What you should do – Below are some records. Output the lines from the first one through the line that holds "position:absolute; left:18px; top:1048px;", exactly as written, with no pictures.

Source information –
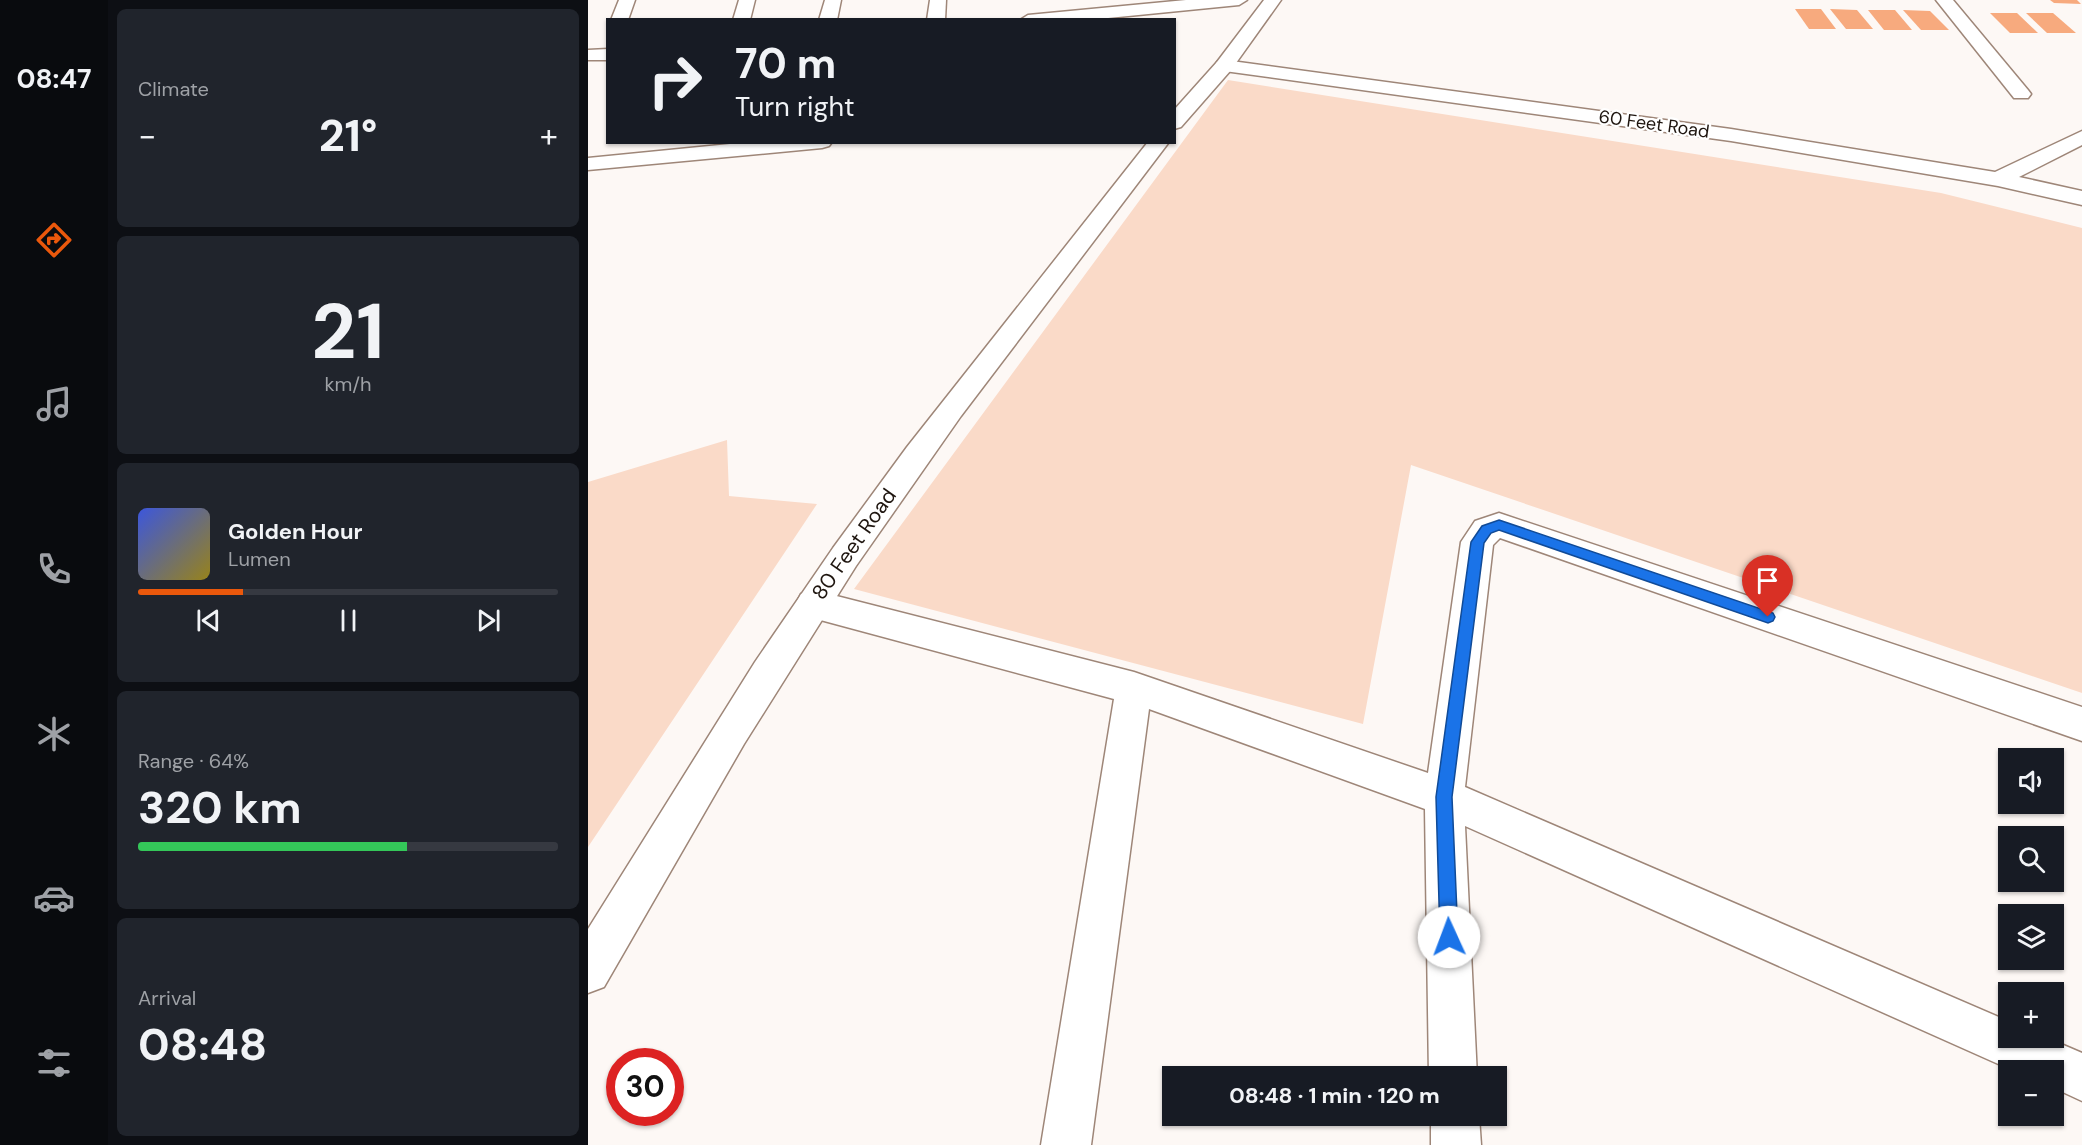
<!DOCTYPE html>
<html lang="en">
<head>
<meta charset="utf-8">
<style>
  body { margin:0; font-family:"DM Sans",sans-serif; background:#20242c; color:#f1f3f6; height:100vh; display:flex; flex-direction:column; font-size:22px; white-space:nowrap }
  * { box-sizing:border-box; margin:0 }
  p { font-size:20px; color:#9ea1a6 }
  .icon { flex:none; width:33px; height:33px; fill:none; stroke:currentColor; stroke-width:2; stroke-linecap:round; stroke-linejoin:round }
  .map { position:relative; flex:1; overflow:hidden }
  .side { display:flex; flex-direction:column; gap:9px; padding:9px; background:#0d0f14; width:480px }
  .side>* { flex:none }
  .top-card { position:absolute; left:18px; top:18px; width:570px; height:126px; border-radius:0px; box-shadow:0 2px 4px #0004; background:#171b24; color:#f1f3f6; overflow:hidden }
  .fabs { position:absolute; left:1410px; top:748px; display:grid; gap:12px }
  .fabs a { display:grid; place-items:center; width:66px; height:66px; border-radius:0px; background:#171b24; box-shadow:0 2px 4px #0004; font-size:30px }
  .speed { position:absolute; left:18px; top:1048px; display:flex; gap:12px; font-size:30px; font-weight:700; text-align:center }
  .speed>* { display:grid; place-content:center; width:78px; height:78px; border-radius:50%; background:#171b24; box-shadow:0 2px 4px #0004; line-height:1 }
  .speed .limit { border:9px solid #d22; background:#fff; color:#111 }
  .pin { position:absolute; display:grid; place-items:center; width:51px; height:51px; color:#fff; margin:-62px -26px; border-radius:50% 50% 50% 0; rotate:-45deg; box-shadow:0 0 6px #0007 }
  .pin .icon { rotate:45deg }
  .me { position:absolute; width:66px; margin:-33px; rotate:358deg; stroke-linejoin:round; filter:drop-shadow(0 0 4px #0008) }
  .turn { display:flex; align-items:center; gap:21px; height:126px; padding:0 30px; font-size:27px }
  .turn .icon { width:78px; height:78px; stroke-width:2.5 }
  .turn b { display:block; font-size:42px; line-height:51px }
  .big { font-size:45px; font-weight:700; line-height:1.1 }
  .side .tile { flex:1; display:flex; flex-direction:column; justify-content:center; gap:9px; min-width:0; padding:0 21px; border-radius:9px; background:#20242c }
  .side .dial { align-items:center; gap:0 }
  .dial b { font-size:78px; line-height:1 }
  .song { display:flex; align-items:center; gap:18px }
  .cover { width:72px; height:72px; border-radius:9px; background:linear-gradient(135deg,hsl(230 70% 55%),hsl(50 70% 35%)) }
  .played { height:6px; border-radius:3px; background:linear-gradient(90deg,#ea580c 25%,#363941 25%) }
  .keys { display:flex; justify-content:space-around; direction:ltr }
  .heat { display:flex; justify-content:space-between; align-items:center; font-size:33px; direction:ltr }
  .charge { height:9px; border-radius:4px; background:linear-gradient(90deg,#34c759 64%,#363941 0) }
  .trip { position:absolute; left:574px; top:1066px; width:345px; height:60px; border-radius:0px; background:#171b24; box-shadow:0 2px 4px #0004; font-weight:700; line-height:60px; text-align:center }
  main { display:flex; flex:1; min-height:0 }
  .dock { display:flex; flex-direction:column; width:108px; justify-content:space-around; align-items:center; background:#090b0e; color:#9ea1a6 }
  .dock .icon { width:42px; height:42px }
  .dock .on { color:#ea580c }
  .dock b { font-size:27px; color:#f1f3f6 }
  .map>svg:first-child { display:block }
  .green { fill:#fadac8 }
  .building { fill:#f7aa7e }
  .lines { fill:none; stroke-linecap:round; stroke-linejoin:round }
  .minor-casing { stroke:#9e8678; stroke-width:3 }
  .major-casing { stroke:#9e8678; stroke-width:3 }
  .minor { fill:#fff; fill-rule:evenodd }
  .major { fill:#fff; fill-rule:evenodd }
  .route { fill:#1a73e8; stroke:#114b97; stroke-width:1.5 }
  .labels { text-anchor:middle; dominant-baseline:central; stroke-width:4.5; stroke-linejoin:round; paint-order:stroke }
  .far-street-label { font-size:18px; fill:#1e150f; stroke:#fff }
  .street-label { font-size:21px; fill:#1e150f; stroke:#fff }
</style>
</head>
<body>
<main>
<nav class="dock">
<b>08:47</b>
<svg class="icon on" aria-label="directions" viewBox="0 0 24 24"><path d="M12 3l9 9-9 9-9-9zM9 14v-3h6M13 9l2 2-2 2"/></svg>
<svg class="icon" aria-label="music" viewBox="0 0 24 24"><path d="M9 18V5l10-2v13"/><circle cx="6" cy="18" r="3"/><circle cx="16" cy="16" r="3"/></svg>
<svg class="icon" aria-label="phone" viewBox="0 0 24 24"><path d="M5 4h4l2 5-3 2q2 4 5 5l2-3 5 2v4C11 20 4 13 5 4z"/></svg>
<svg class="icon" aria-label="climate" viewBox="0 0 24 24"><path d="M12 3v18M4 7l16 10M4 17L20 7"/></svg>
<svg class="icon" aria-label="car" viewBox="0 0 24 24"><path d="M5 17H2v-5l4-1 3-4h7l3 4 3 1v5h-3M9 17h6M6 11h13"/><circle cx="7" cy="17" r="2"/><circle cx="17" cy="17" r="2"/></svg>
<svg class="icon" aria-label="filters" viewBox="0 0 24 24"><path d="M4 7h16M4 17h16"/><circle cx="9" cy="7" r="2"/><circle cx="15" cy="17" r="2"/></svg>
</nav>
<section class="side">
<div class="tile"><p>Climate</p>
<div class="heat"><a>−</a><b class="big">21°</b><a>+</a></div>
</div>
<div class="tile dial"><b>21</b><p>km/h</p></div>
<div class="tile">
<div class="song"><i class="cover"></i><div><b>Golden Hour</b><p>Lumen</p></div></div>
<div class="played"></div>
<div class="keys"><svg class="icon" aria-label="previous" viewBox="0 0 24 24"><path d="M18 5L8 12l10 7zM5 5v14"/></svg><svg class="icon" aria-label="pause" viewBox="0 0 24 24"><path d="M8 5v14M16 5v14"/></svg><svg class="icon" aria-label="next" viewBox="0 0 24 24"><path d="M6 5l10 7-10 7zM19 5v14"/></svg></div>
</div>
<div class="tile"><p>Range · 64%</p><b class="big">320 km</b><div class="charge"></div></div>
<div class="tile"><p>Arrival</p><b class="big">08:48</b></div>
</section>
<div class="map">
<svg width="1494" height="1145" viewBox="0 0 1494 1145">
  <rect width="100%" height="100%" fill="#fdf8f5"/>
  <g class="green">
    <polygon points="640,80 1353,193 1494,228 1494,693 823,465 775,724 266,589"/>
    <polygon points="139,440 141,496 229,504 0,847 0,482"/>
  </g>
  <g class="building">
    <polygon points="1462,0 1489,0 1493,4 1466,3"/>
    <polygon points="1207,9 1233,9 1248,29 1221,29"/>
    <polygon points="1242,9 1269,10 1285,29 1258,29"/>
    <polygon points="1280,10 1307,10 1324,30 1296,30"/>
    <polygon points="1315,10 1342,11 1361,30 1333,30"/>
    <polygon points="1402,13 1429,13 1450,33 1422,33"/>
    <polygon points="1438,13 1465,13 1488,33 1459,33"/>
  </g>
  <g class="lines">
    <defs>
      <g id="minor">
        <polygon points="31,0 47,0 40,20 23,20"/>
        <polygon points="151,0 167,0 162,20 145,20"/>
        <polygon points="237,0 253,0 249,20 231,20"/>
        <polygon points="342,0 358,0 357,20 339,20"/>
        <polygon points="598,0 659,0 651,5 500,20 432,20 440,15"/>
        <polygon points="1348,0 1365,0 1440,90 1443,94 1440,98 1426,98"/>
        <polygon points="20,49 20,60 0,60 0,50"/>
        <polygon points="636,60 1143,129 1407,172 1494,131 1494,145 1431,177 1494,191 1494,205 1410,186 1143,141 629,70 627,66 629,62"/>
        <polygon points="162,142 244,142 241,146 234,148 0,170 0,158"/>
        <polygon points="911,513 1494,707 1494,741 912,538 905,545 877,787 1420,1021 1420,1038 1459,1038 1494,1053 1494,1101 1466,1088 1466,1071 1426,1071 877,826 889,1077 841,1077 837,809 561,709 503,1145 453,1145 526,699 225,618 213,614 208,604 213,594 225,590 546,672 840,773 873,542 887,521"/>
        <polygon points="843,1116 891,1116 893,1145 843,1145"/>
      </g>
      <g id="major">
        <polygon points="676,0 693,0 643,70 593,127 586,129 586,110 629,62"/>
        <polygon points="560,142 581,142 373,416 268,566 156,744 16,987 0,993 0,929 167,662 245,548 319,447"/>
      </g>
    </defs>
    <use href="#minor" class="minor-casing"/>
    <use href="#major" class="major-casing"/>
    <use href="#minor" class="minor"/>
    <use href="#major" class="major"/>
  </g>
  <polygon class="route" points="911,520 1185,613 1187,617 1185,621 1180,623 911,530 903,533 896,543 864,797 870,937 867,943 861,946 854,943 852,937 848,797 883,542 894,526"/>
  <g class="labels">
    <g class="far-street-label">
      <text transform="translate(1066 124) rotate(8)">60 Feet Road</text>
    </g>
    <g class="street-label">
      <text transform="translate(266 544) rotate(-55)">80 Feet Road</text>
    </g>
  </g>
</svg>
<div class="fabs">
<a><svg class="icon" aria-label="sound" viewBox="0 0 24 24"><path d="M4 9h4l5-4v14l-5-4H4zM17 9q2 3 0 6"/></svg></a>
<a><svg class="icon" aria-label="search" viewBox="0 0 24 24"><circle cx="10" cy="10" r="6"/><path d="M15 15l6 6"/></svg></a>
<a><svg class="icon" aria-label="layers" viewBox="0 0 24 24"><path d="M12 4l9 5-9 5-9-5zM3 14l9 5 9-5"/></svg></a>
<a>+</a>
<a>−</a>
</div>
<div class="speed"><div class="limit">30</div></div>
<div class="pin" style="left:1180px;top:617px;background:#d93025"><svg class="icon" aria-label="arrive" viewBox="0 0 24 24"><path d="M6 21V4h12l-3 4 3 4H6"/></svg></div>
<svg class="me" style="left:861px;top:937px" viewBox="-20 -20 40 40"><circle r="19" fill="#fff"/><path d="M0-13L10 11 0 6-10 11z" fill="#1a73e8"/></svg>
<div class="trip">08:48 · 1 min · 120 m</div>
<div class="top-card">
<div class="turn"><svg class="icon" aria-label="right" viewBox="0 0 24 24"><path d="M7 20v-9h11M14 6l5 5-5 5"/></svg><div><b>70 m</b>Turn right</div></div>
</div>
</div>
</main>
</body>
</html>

Response box –
<!DOCTYPE html>
<html lang="en">
<head>
<meta charset="utf-8">
<style>
  body { margin:0; font-family:"DM Sans",sans-serif; background:#20242c; color:#f1f3f6; height:100vh; display:flex; flex-direction:column; font-size:22px; white-space:nowrap }
  * { box-sizing:border-box; margin:0 }
  p { font-size:20px; color:#9ea1a6 }
  .icon { flex:none; width:33px; height:33px; fill:none; stroke:currentColor; stroke-width:2; stroke-linecap:round; stroke-linejoin:round }
  .map { position:relative; flex:1; overflow:hidden }
  .side { display:flex; flex-direction:column; gap:9px; padding:9px; background:#0d0f14; width:480px }
  .side>* { flex:none }
  .top-card { position:absolute; left:18px; top:18px; width:570px; height:126px; border-radius:0px; box-shadow:0 2px 4px #0004; background:#171b24; color:#f1f3f6; overflow:hidden }
  .fabs { position:absolute; left:1410px; top:748px; display:grid; gap:12px }
  .fabs a { display:grid; place-items:center; width:66px; height:66px; border-radius:0px; background:#171b24; box-shadow:0 2px 4px #0004; font-size:30px }
  .speed { position:absolute; left:18px; top:1048px; display:flex; gap:12px; font-size:30px; font-weight:700; text-align:center }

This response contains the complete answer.